I knew I was in dangers.
“Hi there,” said Vanni, coming up like a ray of sunshine beaming into a black hole.
“My own personal definition of hell,” said Ulrik, looking Vanni up and down critically. Vanni was dressed in a white shirt and a skirt and she looked chilly. When we had come out for dinner the weather hadn’t been that cold, but now it felt like every minute that passed got colder and colder.
“I’m Vanni,” continued the fallen angel without so much as blinking. “We’re all in History of Death, right? Awesome class, don’t you think?”
“All kinds of awesome,” said Ulrik.
“You hate that class,” Lough said.
“Can we make a plan?” asked Vanni, her smile still firmly in place.
“Sure,” said Ulrik, turning to me. “Where do you want to hide?”
“Why does that have to be the plan?” I demanded. “There are other high value targets here, like Dobrov and Lough.”
I wasn’t sure of that, but I felt like Dobrov surely must be, since he was a hybrid and his dad was powerfu
l enough to get them into Public when no paranormal wanted them there. Then there was Lough, one of only two dream givers on campus.
There were only a few places for us to hide. I knew that a lot of the other students would be heading to them as well, and there was only one that would be empty, because of the shadow cast by the former President.
An icy blast hit me in the face as I turned to follow Lough. My sneakered feet made no sound on the wet earth as we made our way to the lake. It was the place I always wanted to go, and I had been relieved when Lough suggested it. I didn’t know if the deans or professors knew that a dead elemental appeared there from time to time, but if they didn’t I wasn’t going to be the one to tip them off.
“Are you sure the lake is the best idea?” Vanni asked. “It’s wet and cold. How are we going to know what’s going on?”
“We’ll know,” said Lough. “And if we don’t, it’ll be because they can’t find us. When that happens, just come get us. It means we’ve won.”
“Thanks for that. I had no idea,” said Ulrik. “Anyhow,” he continued, “we’ll lead them off and defend you, while trying not to get caught ourselves.” Sweat had broken out on his brow. “You two stay put. Don’t do anything stupid.”

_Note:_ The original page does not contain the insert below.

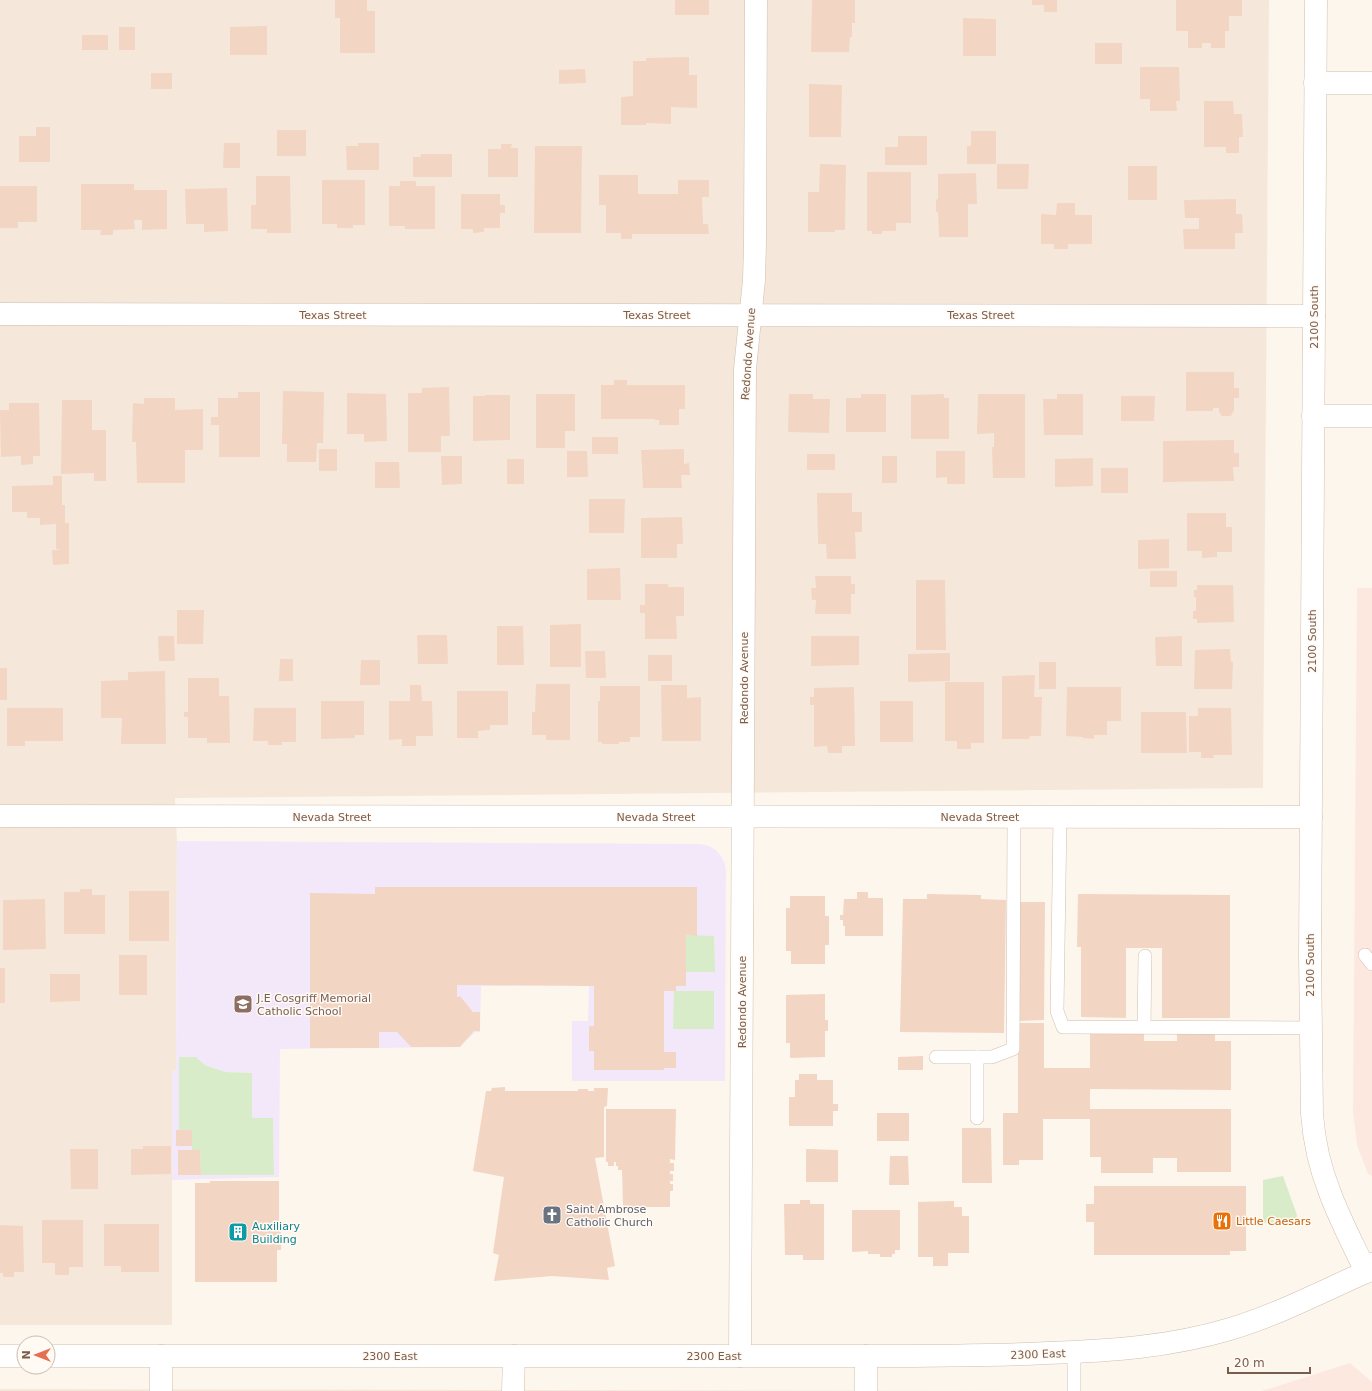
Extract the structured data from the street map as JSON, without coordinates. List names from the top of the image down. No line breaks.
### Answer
{"streets":{"street":["Texas Street","2100 South","Redondo Avenue","Nevada Street","2300 East"]},"crossings":[["Texas Street","2100 South"],["Texas Street","Redondo Avenue"],["2100 South","Nevada Street"],["2100 South","2300 East"],["Redondo Avenue","Nevada Street"],["Redondo Avenue","2300 East"]],"places":{"school or university":["J.E Cosgriff Memorial Catholic School"],"church":["Saint Ambrose Catholic Church"],"restaurant":["Little Caesars"],"building":["Auxiliary Building"]},"scale_bar":"20 m","north":"left"}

“Ditto,” said Lough. “Don’t go after a bunch of seniors. Or Keller. Or Lisabelle.”
“We can’t win that way,” Dobrov pointed out. “We have to do something impressive to win.”
“I’m not sure we can handle impressive,” said Lough. “I’m just looking not to get destroyed.”
“I am looking to win,” said Dobrov.
Once we split up, Lough and I made our way to the reediest part of the grass around the lake. I tried not to think about my mom while I was there, but it was hard, because missing her was a stabbing ache in my chest that refused to go away. I so clearly saw her face in my mind, smiling at me as if I had just left her instead of having lost her to death years ago. I had come to accept that for the rest of my life, whenever I thought of her, it would hurt to breathe.